I’m a Nigerian journalist I want to change things the only way I know how to – going public with it. I’m not saying anything new here, everybody who has one thing or the other to do with journalists knows that these things happen. Maybe I’m the first journalist to go public with it in such a manner.
Corporate organisations and individuals should also stop offering these bribes (I still insist that they are bribes and nothing else). Journalist will report your events whether they like it or not. They want to stay in business. My heart skips anytime I get a call from my editor or receive that email with a subject that reads: “Pending stories”. I know I’m required to deliver. I don’t need that “brown envelope” to turn around that copy. I know in the Punch for instance, reporters are required to fill a certain number of pages every week. They can’t sit around waiting for “money to fuel your cars” to write stories to fill those pages. The threat of losing one of the most lucrative jobs in the industry is enough “inducement”. In PREMIUM TIMES, where I work, you must deliver exceptional copies that do not smell of bribes. But the truth is most pressers aren’t news worthy so PR officials feel they need to induce reporters to write about them.

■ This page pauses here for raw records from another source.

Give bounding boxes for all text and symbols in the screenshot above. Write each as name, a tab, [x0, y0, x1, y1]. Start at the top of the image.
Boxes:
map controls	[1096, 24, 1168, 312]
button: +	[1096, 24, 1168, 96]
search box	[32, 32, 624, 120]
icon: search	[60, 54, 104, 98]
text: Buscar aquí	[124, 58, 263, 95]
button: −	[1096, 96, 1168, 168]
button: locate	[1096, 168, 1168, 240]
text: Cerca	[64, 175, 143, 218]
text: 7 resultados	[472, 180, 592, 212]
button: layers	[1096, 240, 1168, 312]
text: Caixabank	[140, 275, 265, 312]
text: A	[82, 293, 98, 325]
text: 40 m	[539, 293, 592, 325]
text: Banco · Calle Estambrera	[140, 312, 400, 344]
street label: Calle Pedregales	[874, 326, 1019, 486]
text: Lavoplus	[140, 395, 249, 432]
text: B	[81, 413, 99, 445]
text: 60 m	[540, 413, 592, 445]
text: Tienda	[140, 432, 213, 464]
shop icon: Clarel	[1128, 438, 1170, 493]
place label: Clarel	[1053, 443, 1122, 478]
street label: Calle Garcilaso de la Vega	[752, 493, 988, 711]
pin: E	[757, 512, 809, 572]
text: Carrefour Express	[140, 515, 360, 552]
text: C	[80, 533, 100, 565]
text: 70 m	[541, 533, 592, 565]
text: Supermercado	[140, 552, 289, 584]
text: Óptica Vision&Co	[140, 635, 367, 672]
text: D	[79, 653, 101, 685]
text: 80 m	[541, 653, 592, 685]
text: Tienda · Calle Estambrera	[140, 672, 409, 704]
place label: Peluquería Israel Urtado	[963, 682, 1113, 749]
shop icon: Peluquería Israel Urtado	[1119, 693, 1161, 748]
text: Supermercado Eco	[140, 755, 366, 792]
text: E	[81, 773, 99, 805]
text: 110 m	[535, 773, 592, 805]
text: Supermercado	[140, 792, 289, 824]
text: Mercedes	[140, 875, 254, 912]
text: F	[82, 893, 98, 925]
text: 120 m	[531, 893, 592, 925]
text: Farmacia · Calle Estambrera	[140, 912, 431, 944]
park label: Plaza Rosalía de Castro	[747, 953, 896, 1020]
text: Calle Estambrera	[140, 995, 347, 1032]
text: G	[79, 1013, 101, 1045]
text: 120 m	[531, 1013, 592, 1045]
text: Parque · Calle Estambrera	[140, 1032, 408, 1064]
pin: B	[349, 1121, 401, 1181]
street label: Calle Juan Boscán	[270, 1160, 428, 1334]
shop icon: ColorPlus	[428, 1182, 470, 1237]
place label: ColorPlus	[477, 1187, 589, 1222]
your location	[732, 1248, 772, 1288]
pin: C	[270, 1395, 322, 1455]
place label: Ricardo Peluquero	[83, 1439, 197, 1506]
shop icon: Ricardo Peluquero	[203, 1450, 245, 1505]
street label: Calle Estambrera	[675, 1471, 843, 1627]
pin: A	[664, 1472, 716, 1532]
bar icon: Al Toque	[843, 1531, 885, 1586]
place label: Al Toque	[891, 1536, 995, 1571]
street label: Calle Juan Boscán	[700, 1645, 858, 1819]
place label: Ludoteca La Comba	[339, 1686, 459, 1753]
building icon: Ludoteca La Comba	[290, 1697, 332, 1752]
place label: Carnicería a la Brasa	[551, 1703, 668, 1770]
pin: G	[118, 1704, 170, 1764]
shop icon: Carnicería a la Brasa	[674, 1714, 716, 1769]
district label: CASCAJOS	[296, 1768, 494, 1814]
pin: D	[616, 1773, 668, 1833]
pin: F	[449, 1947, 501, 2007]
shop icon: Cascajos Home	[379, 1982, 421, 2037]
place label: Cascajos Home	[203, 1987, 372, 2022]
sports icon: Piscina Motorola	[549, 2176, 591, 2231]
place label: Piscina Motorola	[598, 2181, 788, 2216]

And for the fundamentalist followers of TB Joshua, this isn’t about your spiritual Godfather. I would still have gone public with this if the Pope was involved. I can’t say I’m sorry that his ego was bruised. He clearly meant for the money to influence the reporting of the event. “So what are you going to write?” He had asked. That makes it a bribe. Simple. I can’t help you if you couldn’t decipher that. I’m a reporter not a brain surgeon.
This is the last I’m going to say on this issue unless something drastic happens. Let the personal attacks continue.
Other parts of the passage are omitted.